The classification of atrial fibrillation takes into account the duration of arrhythmias. We distinguish:

  • Paroxysmal atrial fibrillation – in this case, episodes of atrial fibrillation occur suddenly. Cardiac arrhythmias last less than 7 days. An attack of irregular heartbeat usually resolves spontaneously within 48 hours, but cardioversion is sometimes necessary to restore the normal rhythm of the heart, i.e. sinus rhythm. Atrial fibrillation may be associated with: with electrolyte disorders, stress, the effects of certain medications, high fever;
  • Persistent atrial fibrillation – in this case, atrial fibrillation persists for more than 7 days and does not go away on its own. Persistent atrial fibrillation requires treatment with cardioversion, which allows the restoration of normal heart rhythm, and extended diagnostics;
  • Persistent atrial fibrillation – in this case, arrhythmias recur or persist despite treatment. The patient must follow the doctor’s recommendations regarding the dosage of drugs (anti-arrhythmics, anticoagulants) that reduce the risk of atrial fibrillation complications. Sometimes invasive treatment is necessary.

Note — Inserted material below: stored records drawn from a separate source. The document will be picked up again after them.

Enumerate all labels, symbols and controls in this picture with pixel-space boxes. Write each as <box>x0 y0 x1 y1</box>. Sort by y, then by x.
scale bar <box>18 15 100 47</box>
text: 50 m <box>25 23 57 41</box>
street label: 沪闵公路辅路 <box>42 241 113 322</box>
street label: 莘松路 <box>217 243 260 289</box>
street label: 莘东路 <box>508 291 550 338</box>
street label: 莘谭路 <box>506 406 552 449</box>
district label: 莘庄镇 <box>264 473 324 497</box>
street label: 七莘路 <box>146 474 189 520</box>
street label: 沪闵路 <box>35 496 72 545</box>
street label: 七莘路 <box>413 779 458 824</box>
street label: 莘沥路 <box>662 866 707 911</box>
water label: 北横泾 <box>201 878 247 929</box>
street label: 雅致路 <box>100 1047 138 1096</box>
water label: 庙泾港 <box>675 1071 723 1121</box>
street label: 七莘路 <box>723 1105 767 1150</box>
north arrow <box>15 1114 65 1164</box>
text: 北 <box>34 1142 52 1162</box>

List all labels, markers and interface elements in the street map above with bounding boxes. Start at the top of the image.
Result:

Symptoms indicating atrial fibrillation should always prompt a visit to the doctor! It should be remembered that untreated or incorrectly treated atrial fibrillation, even if it is well tolerated by the patient, increases the risk of e.g. ischemic stroke and pulmonary embolism, and adversely affects the efficiency of the heart.

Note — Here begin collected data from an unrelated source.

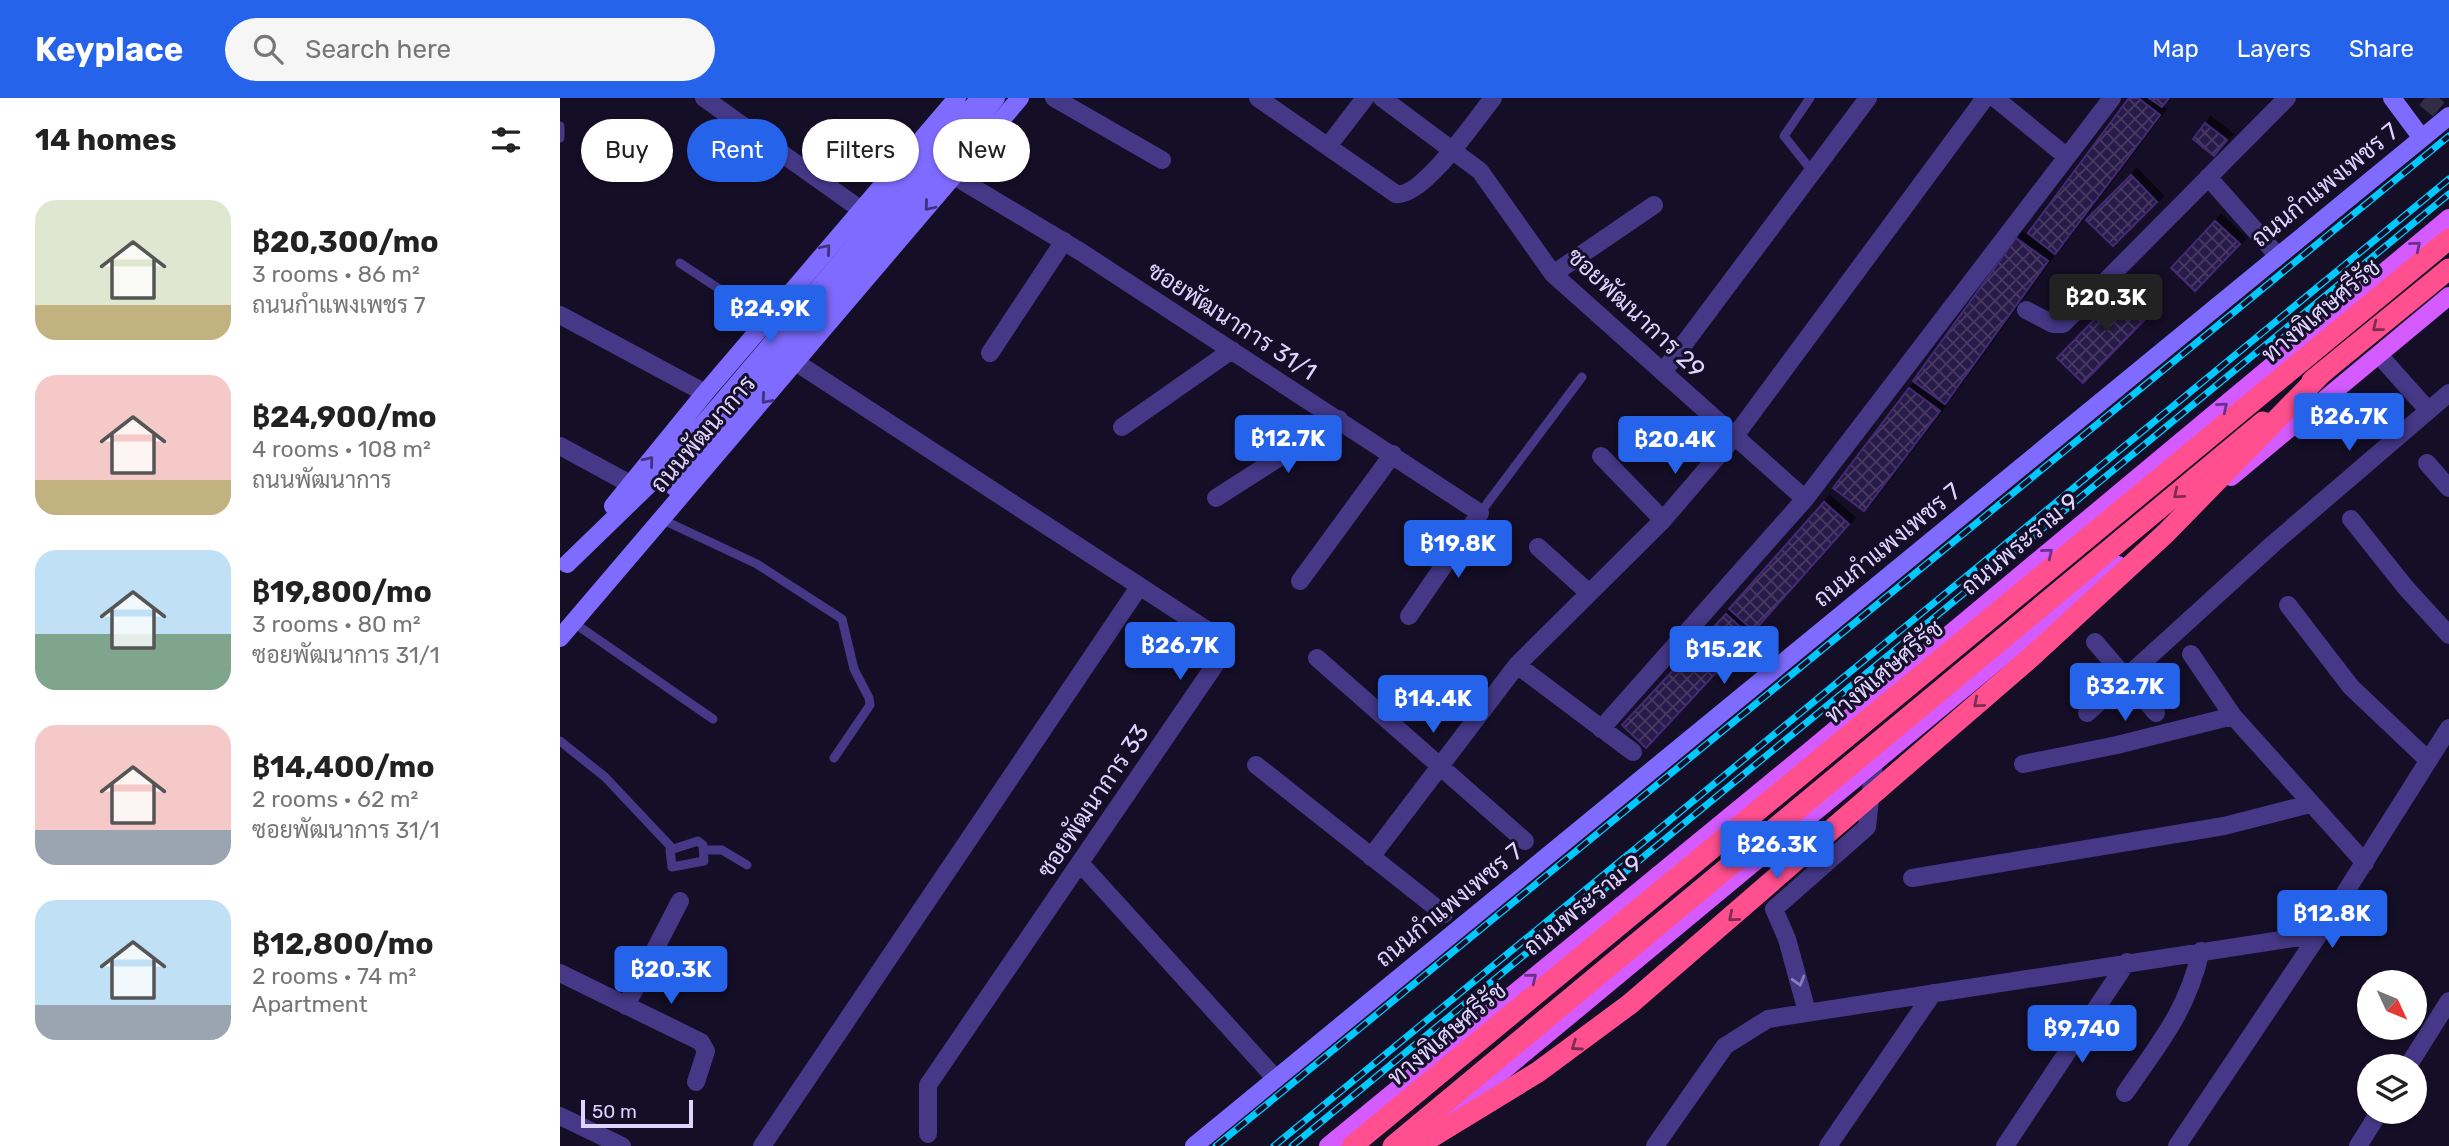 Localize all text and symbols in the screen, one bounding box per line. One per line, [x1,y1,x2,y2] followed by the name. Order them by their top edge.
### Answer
[225,18,715,81] search box
[35,30,183,69] text: Keyplace
[249,30,287,68] icon: search
[305,34,451,65] text: Search here
[2152,35,2199,63] text: Map
[2237,35,2311,63] text: Layers
[2349,35,2414,63] text: Share
[2246,117,2404,253] street label: ถนนกำแพงเพชร 7
[581,119,673,182] chip: Buy
[687,119,788,182] chip: Rent
[802,119,919,182] chip: Filters
[933,119,1030,182] chip: New
[487,121,525,159] icon: filters
[35,122,177,158] text: 14 homes
[924,199,937,211] one-way arrow
[252,224,438,260] text: ฿20,300/mo
[91,228,175,312] icon: home
[2409,241,2421,254] one-way arrow
[1561,242,1711,384] street label: ซอยพัฒนาการ 29
[818,245,830,258] one-way arrow
[2255,253,2386,369] street label: ทางพิเศษศรีรัช
[1142,256,1322,386] street label: ซอยพัฒนาการ 31/1
[252,260,420,288] text: 3 rooms · 86 m²
[2049,274,2163,334] pin: ฿20.3K
[2065,283,2147,311] text: ฿20.3K
[713,286,827,345] pin: ฿24.9K
[252,291,426,319] text: ถนนกำแพงเพชร 7
[730,294,810,322] text: ฿24.9K
[2373,319,2385,332] one-way arrow
[645,370,761,498] street label: ถนนพัฒนาการ
[762,391,774,404] one-way arrow
[2292,394,2406,453] pin: ฿26.7K
[252,399,437,435] text: ฿24,900/mo
[2310,402,2388,430] text: ฿26.7K
[91,403,175,487] icon: home
[2214,403,2227,415] one-way arrow
[1231,416,1345,475] pin: ฿12.7K
[1618,416,1732,476] pin: ฿20.4K
[1251,424,1325,452] text: ฿12.7K
[1634,425,1716,453] text: ฿20.4K
[252,435,431,463] text: 4 rooms · 108 m²
[641,457,653,470] one-way arrow
[252,466,392,494] text: ถนนพัฒนาการ
[1808,477,1966,613] street label: ถนนกำแพงเพชร 7
[2173,486,2185,499] one-way arrow
[1956,487,2084,601] street label: ถนนพระราม 9
[1401,520,1515,580] pin: ฿19.8K
[1420,529,1496,557] text: ฿19.8K
[2040,548,2052,561] one-way arrow
[252,574,432,610] text: ฿19,800/mo
[91,578,175,662] icon: home
[252,610,421,638] text: 3 rooms · 80 m²
[1818,614,1949,730] street label: ทางพิเศษศรีรัช
[1123,622,1237,682] pin: ฿26.7K
[1667,626,1781,686] pin: ฿15.2K
[1141,631,1219,659] text: ฿26.7K
[1686,635,1762,663] text: ฿15.2K
[252,641,440,669] text: ซอยพัฒนาการ 31/1
[2068,664,2182,723] pin: ฿32.7K
[2086,672,2164,700] text: ฿32.7K
[1376,676,1490,735] pin: ฿14.4K
[1394,684,1472,712] text: ฿14.4K
[1974,695,1987,708] one-way arrow
[1031,719,1155,883] street label: ซอยพัฒนาการ 33
[252,749,435,785] text: ฿14,400/mo
[91,753,175,837] icon: home
[252,785,418,813] text: 2 rooms · 62 m²
[252,816,440,844] text: ซอยพัฒนาการ 31/1
[1720,822,1834,881] pin: ฿26.3K
[1737,830,1817,858] text: ฿26.3K
[1370,837,1528,973] street label: ถนนกำแพงเพชร 7
[1518,849,1648,961] street label: ถนนพระราม 9
[2275,890,2389,950] pin: ฿12.8K
[2293,899,2371,927] text: ฿12.8K
[1728,909,1741,921] one-way arrow
[252,926,434,962] text: ฿12,800/mo
[91,928,175,1012] icon: home
[614,946,728,1006] pin: ฿20.3K
[630,955,712,983] text: ฿20.3K
[252,962,416,990] text: 2 rooms · 74 m²
[2357,970,2427,1040] north arrow
[2357,970,2427,1124] map controls
[1524,974,1537,986] one-way arrow
[1790,975,1805,987] one-way arrow
[1381,976,1512,1092] street label: ทางพิเศษศรีรัช
[252,990,368,1018] text: Apartment
[2025,1006,2139,1065] pin: ฿9,740
[2044,1014,2120,1042] text: ฿9,740
[1571,1038,1584,1050] one-way arrow
[2357,1054,2427,1124] button: layers
[581,1097,693,1129] scale bar
[592,1100,637,1123] text: 50 m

Causes of atrial fibrillation

The causes of atrial fibrillation can be divided into two groups, i.e. causes directly related to the cardiovascular system and causes related to the course of diseases of other organs and systems. Acute and chronic infections can also lead to atrial fibrillation. In some patients, atrial fibrillation is caused by electrolyte disturbances, stimulants and severe or chronic stress. The characteristic heart palpitations that are a symptom of atrial fibrillation are common in people suffering from anxiety and other mental disorders. Some studies indicate that stress can make atrial fibrillation symptoms worse and significantly increases the risk of atrial fibrillation.

Heart and circulatory conditions that can cause atrial fibrillation include:

  • ischemic heart disease,

  • chronic and acute myocardial insufficiency,

  • myocarditis,

  • past heart attack,

  • congenital and acquired heart defects,

  • hypertension.

Sometimes atrial fibrillation is a complication after cardiac procedures and is associated with autoimmune diseases affecting various organs and systems.

Non-cardiovascular causes of atrial fibrillation include:

  • hormonal disorders (e.g. hyperthyroidism),

  • lung diseases,

  • chronic kidney disease,

  • acute infection,

  • water and electrolyte balance disorders,

  • obesity,

  • diabetes,

  • sleep apnea.

Atrial fibrillation can also be caused by, for example, overdose of drugs, overdose of caffeine and alcohol, taking drugs and boosters, consuming energy drinks. Paroxysmal atrial fibrillation can also be associated with excessive strain on the body, lack of sleep and physical and mental exhaustion.

Risk factors for atrial fibrillation

The risk of atrial fibrillation and the development of diseases that contribute to the occurrence of cardiac arrhythmias, e.g. ischemic heart disease, is increased by an unhealthy lifestyle. Factors that significantly affect cardiovascular health and overall health include:

  • smoking,

  • alcohol abuse,

  • following a diet rich in saturated fats and simple sugars,

  • sedentary lifestyle.

People with gastrointestinal diseases are also more at risk of atrial fibrillation. gastroesophageal reflux.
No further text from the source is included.